Afinal contra fatos não há argumentos. Não é à toa que estudo recente do Berkman Centre for Internet & Society, da Universidade de Harvard3 realizado a pedido da FCC (Federal Communications Comission) sobre o plano de banda larga proposto pelo governo dos EUA recomenda a adoção da desagregação de redes como essencial para promover a competição e alcançar as metas previstas de ampliação da banda larga naquele país, como se fez no modelo europeu.
A realidade do Brasil é de concentração de mercados e necessidade premente de adoção de instrumentos para promoção da competição, para que seja possível reverter o quadro setorial que se vivencia hoje. Estudo também recentíssimo do IPEA chega a essa conclusão e recomenda a adoção da desagregação para garantir a competição no setor4:
“Um estudo anterior ao do Ipea (DE SOUZA et al., 2009) concluiu que, devido a limitações estruturais, o mercado brasileiro de banda larga não chegará ao patamar de densidade socialmente desejado sem que haja ações externas. Por este motivo, recomenda-se que seja implementado um programa nacional de massificação do uso e do acesso à infraestrutura de telecomunicações em banda larga.
Esse mesmo estudo sugere quatro instrumentos de política pública, que por sua vez poderiam fazer parte de tal programa. O primeiro é o fomento à competição e ao desenvolvimento tecnológico, por meio da promoção de novas tecnologias e do incentivo a pequenos provedores de acesso. O segundo são os instrumentos legais e regulatórios para atribuição de novas concessões de TV por assinatura, distribuição de novas frequências e efetiva implementação da
desagregação de redes de acesso.
O terceiro diz respeito ao investimento público por meio da desoneração "scal de equipamentos e serviços, do uso do FUST e de subsídios. Finalmente, a capacitação deve ser considerada para utilização, geração de conteúdo, suporte e manutenção (DE SOUZA et al., 2009)”.

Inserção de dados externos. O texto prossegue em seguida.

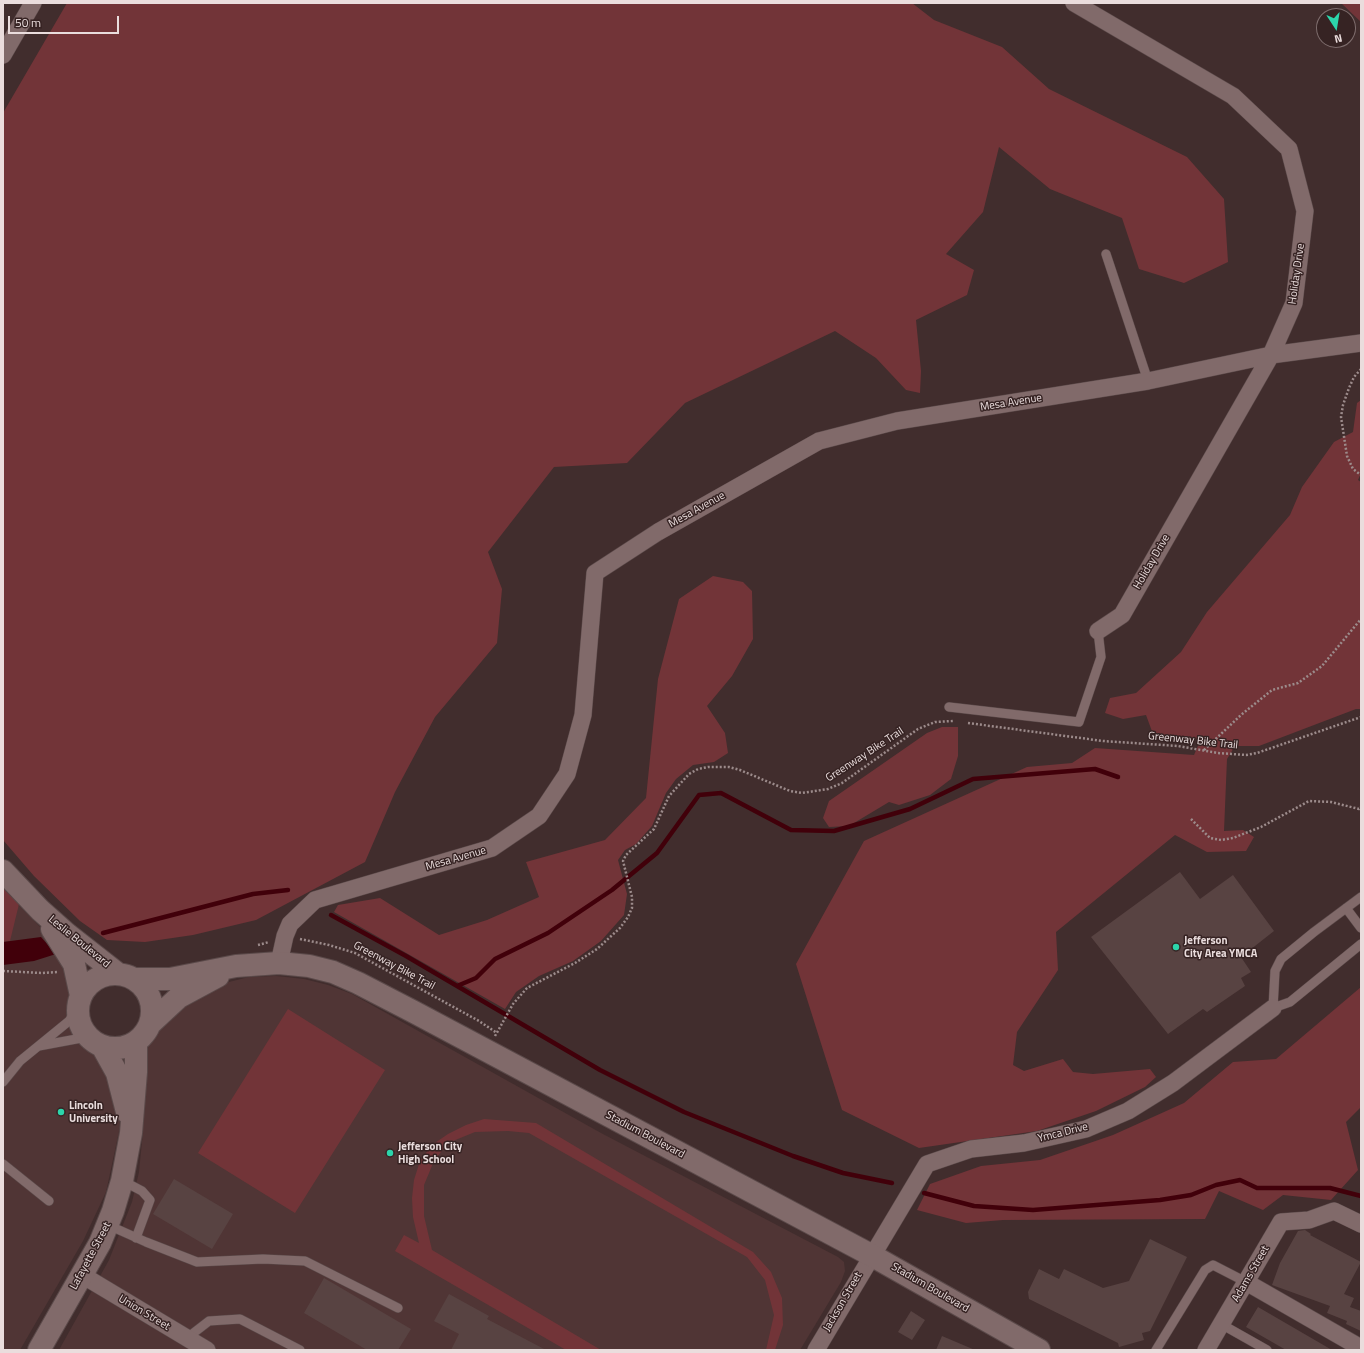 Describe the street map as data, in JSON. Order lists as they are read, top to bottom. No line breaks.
{"streets":{"main road":["Leslie Boulevard","Stadium Boulevard","Lafayette Street"],"street":["Holiday Drive","Mesa Avenue","Ymca Drive","Adams Street","Jackson Street","Union Street"],"path":["Greenway Bike Trail"]},"crossings":[["Holiday Drive","Mesa Avenue"],["Mesa Avenue","Greenway Bike Trail"],["Mesa Avenue","Stadium Boulevard"],["Leslie Boulevard","Stadium Boulevard"],["Leslie Boulevard","Lafayette Street"],["Ymca Drive","Stadium Boulevard"],["Ymca Drive","Jackson Street"],["Stadium Boulevard","Lafayette Street"],["Stadium Boulevard","Jackson Street"],["Lafayette Street","Union Street"]],"places":["Jefferson City Area YMCA","Lincoln University","Jefferson City High School"],"scale_bar":"50 m","north":"bottom"}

Se o histórico e o presente demandam a providência da adoção da desagregação e o futuro? Apenas reafirma essa necessidade. A Comissão Européia reunida em junho de 2010 decidiu aceitar a proposta do regulador do Reino Unido (Ofcom) de obrigar a operadora histórica de telecomunicações BT a prover o acesso virtual à sua infraestrutura de fibra ótica aos operadores competitivos.
Portanto, é mais do que urgente a ação do órgão regulador para implementação da desagregação das redes no país não só estabelecendo regras para tanto, mas atuando firmemente para fiscalização e resolução de conflitos que venham a surgir.
Referências
1Despacho nº 172/2004/PBCP/SPB dado pelo Superintendente de Serviços Públicos da ANATEL, nos autos do Procedimento Administrativo n.º 53500.005336/2001, consistente em Denúncia formulada por Intelig Telecomunicações Ltda., referente à ausência de oferta de condições técnica e economicamente viáveis para uso de meios desagregados de rede da Telemar Norte Leste S.A. – TELEMAR, Brasil Telecom S.A. – BRASIL TELECOM e Telecomunicações de São Paulo S.A. – TELESP.
2Dados extraídos da Publicação semanal da Momento Editorial no 244 • 02 de junho de 2010.
3“Next Generation Connectivity: a review of broadband internet transitions and policy from around the world” – Outubro de 2009.
4Instituto de Pesquisa Econômica Aplicada - Eixos do Desenvolvimento Brasileiro – Comunicados do IPEA nº 57 – Desafios e Oportunidades do Setor de Telecomunicações no Brasil, 27/05/2010 – pg.72.